Crossed clustering and parallel invention

This week, I was prompted to find some old R code

xeffect.glm<-function(glm.obj,g1,g2){
    if (!exists("rowsum")) require(survival4)
    umat<-estfun.glm(glm.obj)
    usum1<-rowsum(umat,g1,reorder=F)
    usum2<-rowsum(umat,g2,reorder=F)
    g1a<-as.numeric(as.factor(g1))
    g2a<-as.numeric(as.factor(g2))
    g12<-g1a*(1+max(g2a))+g2a
    usum12<-rowsum(umat,g12,reorder=F)
    utu<-(t(usum1)%*%usum1)+t(usum2)%*%usum2-t(usum12)%*%usum12
    modelv<-summary(glm.obj)$cov.unscaled
    modelv%*%utu%*%modelv
}

You can tell it’s old: the use of F rather than FALSE indicates I was still using S-PLUS reasonably often, and it was a time when rowsum wasn’t in base R (or was only recently). I could find the code because it’s been sitting on my old UW web page, which they kindly haven’t taken down yet. The tarball files are dated August 1998; I’m fairly sure some of the code even pre-dates CRAN.

The code computes standard error estimates for a generalised linear model with clustering on two crossed factors. This sort of data was the original (1996) idea for my PhD, and I did cover standard error estimation for this problem there, though not the more-general problem of GEE-type estimation that I had originally planned; I was diverted to space and time correlation.

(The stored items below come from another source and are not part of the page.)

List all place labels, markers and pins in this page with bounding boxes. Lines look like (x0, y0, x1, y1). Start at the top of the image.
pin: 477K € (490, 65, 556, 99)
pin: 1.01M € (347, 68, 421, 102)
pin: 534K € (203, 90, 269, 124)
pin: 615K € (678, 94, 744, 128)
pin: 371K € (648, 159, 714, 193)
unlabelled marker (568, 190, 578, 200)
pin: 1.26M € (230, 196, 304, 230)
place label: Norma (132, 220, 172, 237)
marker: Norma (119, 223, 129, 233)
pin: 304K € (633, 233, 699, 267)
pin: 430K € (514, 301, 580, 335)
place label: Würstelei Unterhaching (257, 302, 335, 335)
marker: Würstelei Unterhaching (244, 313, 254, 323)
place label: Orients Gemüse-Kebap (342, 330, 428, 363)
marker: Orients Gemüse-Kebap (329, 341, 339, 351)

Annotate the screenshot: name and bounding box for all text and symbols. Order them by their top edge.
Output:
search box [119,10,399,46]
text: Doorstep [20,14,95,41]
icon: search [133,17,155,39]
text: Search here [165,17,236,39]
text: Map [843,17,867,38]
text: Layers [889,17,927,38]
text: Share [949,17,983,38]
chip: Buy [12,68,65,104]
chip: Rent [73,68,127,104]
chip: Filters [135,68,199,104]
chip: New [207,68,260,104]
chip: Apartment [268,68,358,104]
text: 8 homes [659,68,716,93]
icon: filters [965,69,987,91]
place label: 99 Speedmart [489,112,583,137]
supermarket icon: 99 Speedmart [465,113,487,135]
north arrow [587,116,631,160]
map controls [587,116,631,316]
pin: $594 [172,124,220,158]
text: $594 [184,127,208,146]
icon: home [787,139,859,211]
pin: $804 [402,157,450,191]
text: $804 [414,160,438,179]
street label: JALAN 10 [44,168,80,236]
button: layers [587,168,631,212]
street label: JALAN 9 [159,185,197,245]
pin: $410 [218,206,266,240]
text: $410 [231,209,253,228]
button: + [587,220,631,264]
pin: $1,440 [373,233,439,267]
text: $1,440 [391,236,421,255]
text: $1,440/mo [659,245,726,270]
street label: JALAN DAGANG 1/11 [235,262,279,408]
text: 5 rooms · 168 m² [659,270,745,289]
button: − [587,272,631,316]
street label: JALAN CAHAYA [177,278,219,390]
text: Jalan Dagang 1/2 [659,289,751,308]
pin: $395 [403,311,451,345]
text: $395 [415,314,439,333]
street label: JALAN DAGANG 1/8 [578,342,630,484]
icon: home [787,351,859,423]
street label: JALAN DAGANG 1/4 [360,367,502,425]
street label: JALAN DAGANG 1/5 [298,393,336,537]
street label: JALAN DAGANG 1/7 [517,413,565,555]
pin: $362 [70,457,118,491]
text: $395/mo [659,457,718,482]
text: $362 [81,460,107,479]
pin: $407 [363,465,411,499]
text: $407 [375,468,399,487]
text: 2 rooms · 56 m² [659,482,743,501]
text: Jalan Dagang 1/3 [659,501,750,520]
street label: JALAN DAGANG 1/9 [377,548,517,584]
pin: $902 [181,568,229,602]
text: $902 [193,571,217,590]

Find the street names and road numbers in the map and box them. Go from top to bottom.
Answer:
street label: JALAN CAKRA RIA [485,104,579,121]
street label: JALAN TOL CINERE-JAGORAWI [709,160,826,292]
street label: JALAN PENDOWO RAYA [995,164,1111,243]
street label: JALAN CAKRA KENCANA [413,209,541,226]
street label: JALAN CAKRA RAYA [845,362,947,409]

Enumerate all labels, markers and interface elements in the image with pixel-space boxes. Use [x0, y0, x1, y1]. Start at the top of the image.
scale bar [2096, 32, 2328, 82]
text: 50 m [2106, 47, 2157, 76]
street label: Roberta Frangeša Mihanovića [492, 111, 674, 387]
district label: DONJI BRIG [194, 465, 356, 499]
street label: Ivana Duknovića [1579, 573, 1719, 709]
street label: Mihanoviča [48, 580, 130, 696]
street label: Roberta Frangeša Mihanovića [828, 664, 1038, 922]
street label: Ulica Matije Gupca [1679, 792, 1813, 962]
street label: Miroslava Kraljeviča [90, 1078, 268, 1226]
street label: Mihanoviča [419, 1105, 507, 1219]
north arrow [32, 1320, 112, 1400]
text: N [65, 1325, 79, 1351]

The variance estimation idea is fairly easy. The way I’d phrase it now is that you want to find the variance of \(\hat\beta\) so you represent \(\hat\beta\) in terms of its influence functions \[\sqrt{n}(\hat\beta-\beta_0)=\frac{1}{n}\sum_{i=1}^n h_i(\beta_0)+o_p(1).\] Now, \[n\mathrm{var}[\hat\beta] \approx \sum_{i,j} \mathrm{cov}[h_i(\beta_0),h_j(\beta_0)]\] and \[\widehat{\mathrm{var}}[\hat\beta]=\frac{1}{n}\sum_{i,j\textrm{ correlated}} h_i(\hat\beta)h^T_j(\hat\beta)\] Back then, I thought in terms of sandwich estimators, where \(h_i=I^{-1}U_i\) with \(U_i\) the estimating function and \(I\) the derivative matrix that would be the Fisher information if this was maximum likelihood. The middle of the sandwich is \[\hat J=\frac{1}{n}\sum_{i,j\textrm{ correlated}} U_i(\hat\beta)U^T_j(\hat\beta)\]

You need the restriction in the sum to \((i,j)\) correlated. If you sum over all pairs \((i,j)\), the estimator collapses to \((\sum_i U_i(\hat\beta))^{\otimes 2}\), which is identically zero. Even if you could evaluate at \(\beta=\beta_0\) instead of \(\beta=\hat\beta\) it wouldn’t work: you’d get an unbiased estimator, but not a consistent one. Basically, you need the sum to be over \(o(n^2)\) terms – or, to get some leverage for proofs, \(O(n^{2-\delta})\) terms. In terms of clustering, you need the number of clusters to go to infinity, though the cluster size can also grow. The proof is by Chebyshev’s inequality and just counting things, together with (as always in Statistics) a second-order Taylor series expansion. In practice, as the asymptotics suggests, you need the number of terms in the sum to be a fairly small fraction of the \(n^2\) possible terms. You don’t need the correlation to be generated by crossed random effects, which was important to me at the time though in fact most examples of this sort of sparse correlation do come from crossed random effects.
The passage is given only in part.